Subject: Re: NetBSD2.0/sparc not ready for prime time?
To: Gert Doering <gert@greenie.muc.de>
From: Seth Kurtzberg <seth@cql.com>
List: port-sparc64
Date: 02/04/2005 11:12:02
Gert Doering wrote:

>Hi,
>
>On Fri, Feb 04, 2005 at 10:15:30AM -0700, Seth Kurtzberg wrote:
>  
>
>>IMHO, it's foolish to try to use a new release in a production 
>>environment until it has been out about three months.  Even then, it 
>>might not be ready.
>>    
>>
>
>Well.  This is how I understand the difference between 2.0 and -current
>- "-current" will have all the ugly things in it, while 2.0 is known
>to work (the short version).
>
>[..]
>  
>
>>So, the best advise, for any o/s release, is, watch the list and wait, 
>>or put it on a non-production machine and be one of the testers.  Don't 
>>put it on a production machine yet.
>>    
>>
>
>That's what I did with the pre-2.0 releases: test it thoroughly on 
>my test sparc64 system.  The "production" system wasn't upgrade until
>some time after the release - and I had no crashes on the test system
>(I had no crashes on the production system either, for the longest time
>- but then I upgraded something in userland, and the system started
>crashing on me).
>
>
>OTOH, this nice "it's all my own fault" discussion doesn't really answer 
>the open question "is it a good thing to backport the -current thread 
>fixes (library and kernel) to 2.0, or will it make everything break 
>even worse"...
>  
>
That's not what I meant at all.  I was just commenting on the complexity 
of the system as a whole, and really I only meant to say that the 
developers working on the sparc specific issues are working very hard 
and doing excellent work, and that it is impossible to know in advance 
every configuration that the release will be used in.
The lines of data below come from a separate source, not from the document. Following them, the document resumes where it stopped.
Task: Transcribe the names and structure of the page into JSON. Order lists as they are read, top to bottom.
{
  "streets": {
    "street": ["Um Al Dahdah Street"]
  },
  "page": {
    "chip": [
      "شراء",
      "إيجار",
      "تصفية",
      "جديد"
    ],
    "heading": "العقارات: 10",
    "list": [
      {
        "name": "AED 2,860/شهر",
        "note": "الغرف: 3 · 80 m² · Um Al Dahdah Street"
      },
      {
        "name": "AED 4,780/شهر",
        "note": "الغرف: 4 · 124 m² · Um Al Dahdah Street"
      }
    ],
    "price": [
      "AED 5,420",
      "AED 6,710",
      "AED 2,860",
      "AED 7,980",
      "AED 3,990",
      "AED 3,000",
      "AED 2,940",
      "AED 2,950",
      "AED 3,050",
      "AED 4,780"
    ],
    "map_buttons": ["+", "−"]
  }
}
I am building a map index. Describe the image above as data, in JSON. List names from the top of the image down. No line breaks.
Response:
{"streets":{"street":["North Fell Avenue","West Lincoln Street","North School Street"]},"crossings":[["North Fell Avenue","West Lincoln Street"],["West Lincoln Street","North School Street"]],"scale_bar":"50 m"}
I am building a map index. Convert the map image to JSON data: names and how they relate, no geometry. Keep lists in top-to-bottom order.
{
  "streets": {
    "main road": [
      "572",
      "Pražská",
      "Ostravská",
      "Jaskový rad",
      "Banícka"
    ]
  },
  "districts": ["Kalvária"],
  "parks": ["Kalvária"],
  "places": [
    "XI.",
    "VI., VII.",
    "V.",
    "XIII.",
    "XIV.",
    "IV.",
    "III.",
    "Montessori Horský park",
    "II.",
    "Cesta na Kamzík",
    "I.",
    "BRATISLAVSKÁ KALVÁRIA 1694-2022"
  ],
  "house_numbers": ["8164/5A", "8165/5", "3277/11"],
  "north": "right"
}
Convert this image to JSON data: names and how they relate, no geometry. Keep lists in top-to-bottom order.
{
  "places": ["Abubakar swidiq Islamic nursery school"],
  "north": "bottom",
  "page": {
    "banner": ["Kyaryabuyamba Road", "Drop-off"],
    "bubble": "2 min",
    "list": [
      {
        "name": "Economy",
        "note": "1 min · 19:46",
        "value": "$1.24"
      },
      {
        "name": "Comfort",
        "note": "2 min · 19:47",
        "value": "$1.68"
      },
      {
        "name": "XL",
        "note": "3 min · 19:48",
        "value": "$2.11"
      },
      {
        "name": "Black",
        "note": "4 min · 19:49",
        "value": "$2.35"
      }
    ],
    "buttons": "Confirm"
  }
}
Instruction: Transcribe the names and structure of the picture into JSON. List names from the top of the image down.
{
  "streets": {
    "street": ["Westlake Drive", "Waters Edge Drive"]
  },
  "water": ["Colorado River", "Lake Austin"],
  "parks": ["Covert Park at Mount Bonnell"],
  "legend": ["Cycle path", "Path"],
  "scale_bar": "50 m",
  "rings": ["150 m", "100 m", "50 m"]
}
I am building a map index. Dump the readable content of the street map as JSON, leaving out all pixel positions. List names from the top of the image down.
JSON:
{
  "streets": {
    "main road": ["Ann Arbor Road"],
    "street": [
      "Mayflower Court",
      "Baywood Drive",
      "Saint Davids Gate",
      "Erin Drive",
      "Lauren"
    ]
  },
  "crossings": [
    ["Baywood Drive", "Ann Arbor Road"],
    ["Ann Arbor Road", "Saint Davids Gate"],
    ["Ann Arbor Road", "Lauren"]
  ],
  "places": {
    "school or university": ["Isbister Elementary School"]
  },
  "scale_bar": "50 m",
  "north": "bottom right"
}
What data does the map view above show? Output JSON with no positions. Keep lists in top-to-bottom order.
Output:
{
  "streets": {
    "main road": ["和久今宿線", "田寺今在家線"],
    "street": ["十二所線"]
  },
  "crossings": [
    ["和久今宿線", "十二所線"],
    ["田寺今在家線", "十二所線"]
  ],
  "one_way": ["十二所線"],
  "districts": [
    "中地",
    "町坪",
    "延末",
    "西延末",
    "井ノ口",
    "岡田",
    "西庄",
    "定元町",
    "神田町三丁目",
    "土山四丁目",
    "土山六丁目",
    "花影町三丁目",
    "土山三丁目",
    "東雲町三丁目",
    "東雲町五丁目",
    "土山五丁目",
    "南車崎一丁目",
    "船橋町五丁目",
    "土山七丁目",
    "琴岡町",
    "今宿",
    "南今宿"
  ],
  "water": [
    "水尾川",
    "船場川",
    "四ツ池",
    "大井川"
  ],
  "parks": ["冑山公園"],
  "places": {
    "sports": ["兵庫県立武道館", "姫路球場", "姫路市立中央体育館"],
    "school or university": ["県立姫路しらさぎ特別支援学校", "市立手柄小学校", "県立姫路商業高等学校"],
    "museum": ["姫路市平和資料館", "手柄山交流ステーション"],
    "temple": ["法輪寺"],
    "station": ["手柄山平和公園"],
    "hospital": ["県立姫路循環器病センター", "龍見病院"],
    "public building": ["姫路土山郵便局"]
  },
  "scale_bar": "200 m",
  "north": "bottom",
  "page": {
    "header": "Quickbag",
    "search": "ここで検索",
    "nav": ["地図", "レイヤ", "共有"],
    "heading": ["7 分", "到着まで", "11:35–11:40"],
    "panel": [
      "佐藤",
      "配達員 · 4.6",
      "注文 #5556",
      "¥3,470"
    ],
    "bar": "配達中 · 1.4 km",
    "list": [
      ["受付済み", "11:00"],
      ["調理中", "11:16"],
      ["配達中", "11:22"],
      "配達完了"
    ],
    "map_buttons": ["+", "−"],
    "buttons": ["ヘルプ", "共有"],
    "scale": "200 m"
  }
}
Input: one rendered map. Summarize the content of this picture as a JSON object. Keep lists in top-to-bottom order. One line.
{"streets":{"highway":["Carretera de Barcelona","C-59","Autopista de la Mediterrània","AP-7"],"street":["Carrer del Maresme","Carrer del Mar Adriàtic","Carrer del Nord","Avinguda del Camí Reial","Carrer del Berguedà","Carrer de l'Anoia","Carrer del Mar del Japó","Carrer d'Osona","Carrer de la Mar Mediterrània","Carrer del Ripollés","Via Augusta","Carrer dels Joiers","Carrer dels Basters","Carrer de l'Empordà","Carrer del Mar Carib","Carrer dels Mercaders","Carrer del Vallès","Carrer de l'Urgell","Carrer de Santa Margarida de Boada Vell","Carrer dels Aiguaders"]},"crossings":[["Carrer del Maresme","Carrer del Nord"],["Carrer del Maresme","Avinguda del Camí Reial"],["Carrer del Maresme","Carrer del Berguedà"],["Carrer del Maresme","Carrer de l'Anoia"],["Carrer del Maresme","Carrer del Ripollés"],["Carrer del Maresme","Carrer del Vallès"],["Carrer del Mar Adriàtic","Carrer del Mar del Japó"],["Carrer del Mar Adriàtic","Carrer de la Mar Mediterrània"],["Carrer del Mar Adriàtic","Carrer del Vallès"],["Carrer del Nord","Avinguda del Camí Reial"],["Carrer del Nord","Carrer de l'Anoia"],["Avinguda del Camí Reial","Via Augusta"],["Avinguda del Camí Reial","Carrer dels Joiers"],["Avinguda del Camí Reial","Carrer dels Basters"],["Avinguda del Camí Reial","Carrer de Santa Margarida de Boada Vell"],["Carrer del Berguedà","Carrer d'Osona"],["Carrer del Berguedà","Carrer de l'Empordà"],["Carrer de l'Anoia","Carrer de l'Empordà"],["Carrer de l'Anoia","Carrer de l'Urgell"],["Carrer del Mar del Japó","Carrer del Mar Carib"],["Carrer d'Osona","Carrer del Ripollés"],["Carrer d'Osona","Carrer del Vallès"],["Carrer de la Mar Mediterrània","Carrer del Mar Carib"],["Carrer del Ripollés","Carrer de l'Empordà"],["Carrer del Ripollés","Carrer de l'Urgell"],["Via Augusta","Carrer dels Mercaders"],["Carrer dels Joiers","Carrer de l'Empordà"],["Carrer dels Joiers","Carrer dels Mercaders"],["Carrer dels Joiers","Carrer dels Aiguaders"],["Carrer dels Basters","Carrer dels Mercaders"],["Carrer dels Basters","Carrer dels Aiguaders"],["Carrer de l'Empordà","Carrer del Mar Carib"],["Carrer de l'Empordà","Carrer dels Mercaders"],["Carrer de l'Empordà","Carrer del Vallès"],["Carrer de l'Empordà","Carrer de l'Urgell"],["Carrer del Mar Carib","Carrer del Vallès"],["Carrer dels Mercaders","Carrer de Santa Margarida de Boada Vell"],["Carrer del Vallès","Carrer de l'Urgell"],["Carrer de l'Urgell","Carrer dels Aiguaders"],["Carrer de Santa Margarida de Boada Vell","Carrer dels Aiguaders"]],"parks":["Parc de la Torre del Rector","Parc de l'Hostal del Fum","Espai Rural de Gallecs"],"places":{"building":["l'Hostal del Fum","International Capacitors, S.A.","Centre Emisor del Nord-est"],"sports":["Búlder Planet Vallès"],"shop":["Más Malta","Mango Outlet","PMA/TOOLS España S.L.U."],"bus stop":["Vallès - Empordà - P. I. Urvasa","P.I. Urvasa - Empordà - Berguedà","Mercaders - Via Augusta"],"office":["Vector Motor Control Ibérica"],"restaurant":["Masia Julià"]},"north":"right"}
I would suspect that something was fixed somewhere, and that caused your 
system to become more unstable than with the pre-release.  It's not a 
matter of fault, and certainly I wasn't implying anything negative about 
you personally.  I'm sorry that you got that impression.  I would not 
say that it is anyone's fault, I would say that the fault lies with the 
unavoidable complexity of a new operating system release.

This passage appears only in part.